Ivanpah Solar Power Facility - Wikipedia, the free encyclopedia 

Ivanpah is a failure.  If you don't think so then please realize that this is one of the sunniest places in the United States and it can't meet its contractual obligations. 

The answer is not these big public money funded projects but smaller solar and wind for residential service. 

The footprint of individual solar is already occupied by the existing rooftops of the homes that will benefit for the additional electric generation. Small commercial wind can generate energy day and night in areas that are already developed for commercial or industrial use with requiring land grants of land or destroying the view from our coastlines. 

Our politicians are pushing these large project because there is a lot of money being passed around to secure future energy monopolies. 

If you belief that solar that doesn't work at night or in bad weather will ever replace oil, coal, natural gas then you don't understand the inherent limitations of the technology.  If you believe that setting up multi-billion dollar facilities that require more public money and land while needing further subsidies in the form of higher energy costs for users is the best solution then you are wrong again. 

Give people a tax credit and change the rules to make the current energy provider work with these systems. Let the user mount a system on their home or business. Then they can make the investment calculation that is right for them. The technology will come down in cost and become more viable over time. 

Then you have the best of all worlds. Free market solutions really make the most sense. 
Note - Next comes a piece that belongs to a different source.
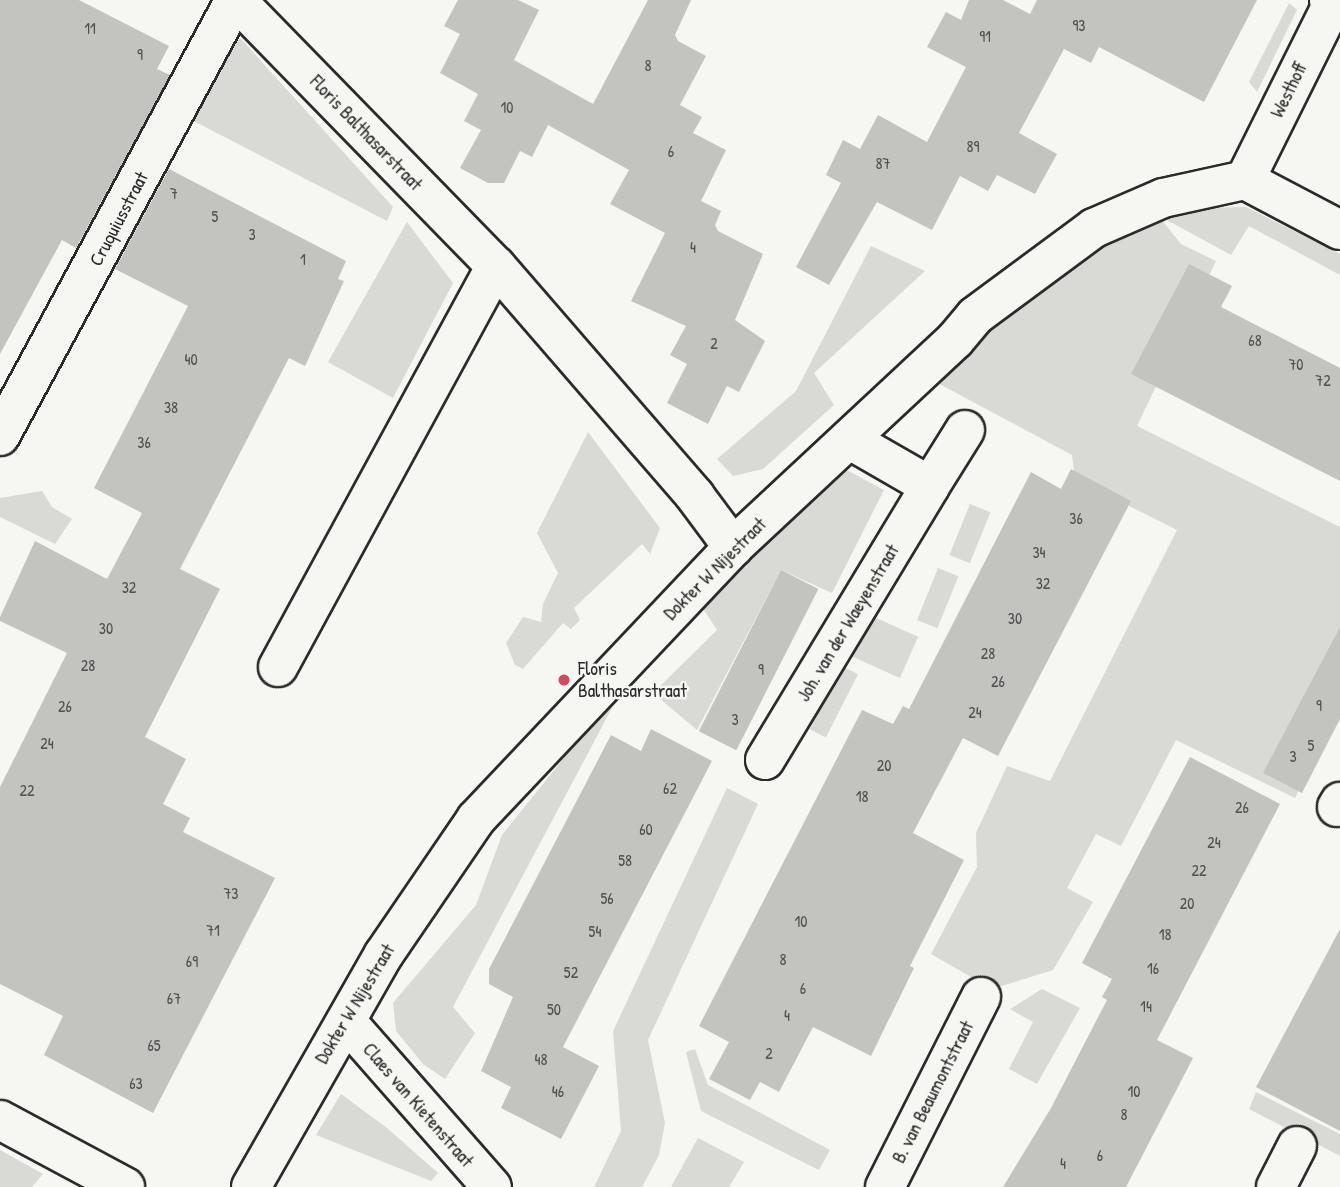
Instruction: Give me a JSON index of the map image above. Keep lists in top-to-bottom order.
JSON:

Sent from my iPhone using Tapatalk


----------



## BluesLegend

Ray From Cleveland said:


> BluesLegend said:
> 
> 
> 
> The left hates fossil fuels because...wait for it...its corporations pocketing the profits and not them.
> 
> 
> 
> 
> That's part of it, but the main reason is they were instructed to hate it.
Click to expand...


I can't argue with that, the left seems to love being told what to think and do.


----------



## Ray From Cleveland

davecmarino said:


> Ivanpah Solar Power Facility - Wikipedia, the free encyclopedia
> 
> Ivanpah is a failure.  If you don't think so then please realize that this is one of the sunniest places in the United States and it can't meet its contractual obligations.
> 
> The answer is not these big public money funded projects but smaller solar and wind for residential service.
> 
> The footprint of individual solar is already occupied by the existing rooftops of the homes that will benefit for the additional electric generation. Small commercial wind can generate energy day and night in areas that are already developed for commercial or industrial use with requiring land grants of land or destroying the view from our coastlines.
> 
> Our politicians are pushing these large project because there is a lot of money being passed around to secure future energy monopolies.
> 
> If you belief that solar that doesn't work at night or in bad weather will ever replace oil, coal, natural gas then you don't understand the inherent limitations of the technology.  If you believe that setting up multi-billion dollar facilities that require more public money and land while needing further subsidies in the form of higher energy costs for users is the best solution then you are wrong again.
> 
> Give people a tax credit and change the rules to make the current energy provider work with these systems. Let the user mount a system on their home or business. Then they can make the investment calculation that is right for them. The technology will come down in cost and become more viable over time.
> 
> Then you have the best of all worlds. Free market solutions really make the most sense.
> 
> 
> Sent from my iPhone using Tapatalk



One of our customers was a big lib.  He had a big windmill running his operations.  I always found windmills decorative in a way.  Talking with one of the workers one day, he told me that the owner finally broke even on his windmill investment after seven years, and the rest is free energy. 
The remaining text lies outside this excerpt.